• [EXERCISE AIM] Starting at the first line, copy the data below through to the end, exactly.

• [RAW DATA]

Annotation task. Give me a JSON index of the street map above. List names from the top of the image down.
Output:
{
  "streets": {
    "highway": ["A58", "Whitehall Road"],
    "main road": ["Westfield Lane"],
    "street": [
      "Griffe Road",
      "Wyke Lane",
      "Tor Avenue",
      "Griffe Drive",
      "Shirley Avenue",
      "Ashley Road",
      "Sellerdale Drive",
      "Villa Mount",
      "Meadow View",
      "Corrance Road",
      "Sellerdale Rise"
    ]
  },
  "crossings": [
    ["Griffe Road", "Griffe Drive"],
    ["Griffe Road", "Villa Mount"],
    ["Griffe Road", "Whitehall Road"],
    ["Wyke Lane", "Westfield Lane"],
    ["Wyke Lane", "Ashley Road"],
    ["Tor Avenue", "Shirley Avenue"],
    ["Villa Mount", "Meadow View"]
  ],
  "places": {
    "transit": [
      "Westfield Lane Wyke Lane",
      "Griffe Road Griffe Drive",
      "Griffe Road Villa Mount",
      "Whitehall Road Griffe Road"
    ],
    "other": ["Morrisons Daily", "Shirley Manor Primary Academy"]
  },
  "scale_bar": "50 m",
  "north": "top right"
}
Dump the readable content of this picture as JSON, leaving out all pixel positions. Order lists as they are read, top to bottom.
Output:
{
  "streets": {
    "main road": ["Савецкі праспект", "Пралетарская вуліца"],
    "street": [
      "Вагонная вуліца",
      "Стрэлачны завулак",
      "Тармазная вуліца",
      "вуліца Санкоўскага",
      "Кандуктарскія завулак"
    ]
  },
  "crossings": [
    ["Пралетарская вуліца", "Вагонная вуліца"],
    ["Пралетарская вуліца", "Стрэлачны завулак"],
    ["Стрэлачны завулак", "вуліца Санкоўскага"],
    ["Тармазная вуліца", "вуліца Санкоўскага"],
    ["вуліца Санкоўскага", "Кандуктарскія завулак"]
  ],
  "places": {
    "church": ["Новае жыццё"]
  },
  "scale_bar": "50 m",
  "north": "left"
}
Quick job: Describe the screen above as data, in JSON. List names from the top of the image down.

• [ANSWER TO THIS TASK]
Annotation task. Give me a JSON index of the street map above. List names from the top of the image down.
Output:
{
  "streets": {
    "highway": ["A58", "Whitehall Road"],
    "main road": ["Westfield Lane"],
    "street": [
      "Griffe Road",
      "Wyke Lane",
      "Tor Avenue",
      "Griffe Drive",
      "Shirley Avenue",
      "Ashley Road",
      "Sellerdale Drive",
      "Villa Mount",
      "Meadow View",
      "Corrance Road",
      "Sellerdale Rise"
    ]
  },
  "crossings": [
    ["Griffe Road", "Griffe Drive"],
    ["Griffe Road", "Villa Mount"],
    ["Griffe Road", "Whitehall Road"],
    ["Wyke Lane", "Westfield Lane"],
    ["Wyke Lane", "Ashley Road"],
    ["Tor Avenue", "Shirley Avenue"],
    ["Villa Mount", "Meadow View"]
  ],
  "places": {
    "transit": [
      "Westfield Lane Wyke Lane",
      "Griffe Road Griffe Drive",
      "Griffe Road Villa Mount",
      "Whitehall Road Griffe Road"
    ],
    "other": ["Morrisons Daily", "Shirley Manor Primary Academy"]
  },
  "scale_bar": "50 m",
  "north": "top right"
}
Dump the readable content of this picture as JSON, leaving out all pixel positions. Order lists as they are read, top to bottom.
Output:
{
  "streets": {
    "main road": ["Савецкі праспект", "Пралетарская вуліца"],
    "street": [
      "Вагонная вуліца",
      "Стрэлачны завулак",
      "Тармазная вуліца",
      "вуліца Санкоўскага",
      "Кандуктарскія завулак"
    ]
  },
  "crossings": [
    ["Пралетарская вуліца", "Вагонная вуліца"],
    ["Пралетарская вуліца", "Стрэлачны завулак"],
    ["Стрэлачны завулак", "вуліца Санкоўскага"],
    ["Тармазная вуліца", "вуліца Санкоўскага"],
    ["вуліца Санкоўскага", "Кандуктарскія завулак"]
  ],
  "places": {
    "church": ["Новае жыццё"]
  },
  "scale_bar": "50 m",
  "north": "left"
}
Quick job: Describe the screen above as data, in JSON. List names from the top of the image down.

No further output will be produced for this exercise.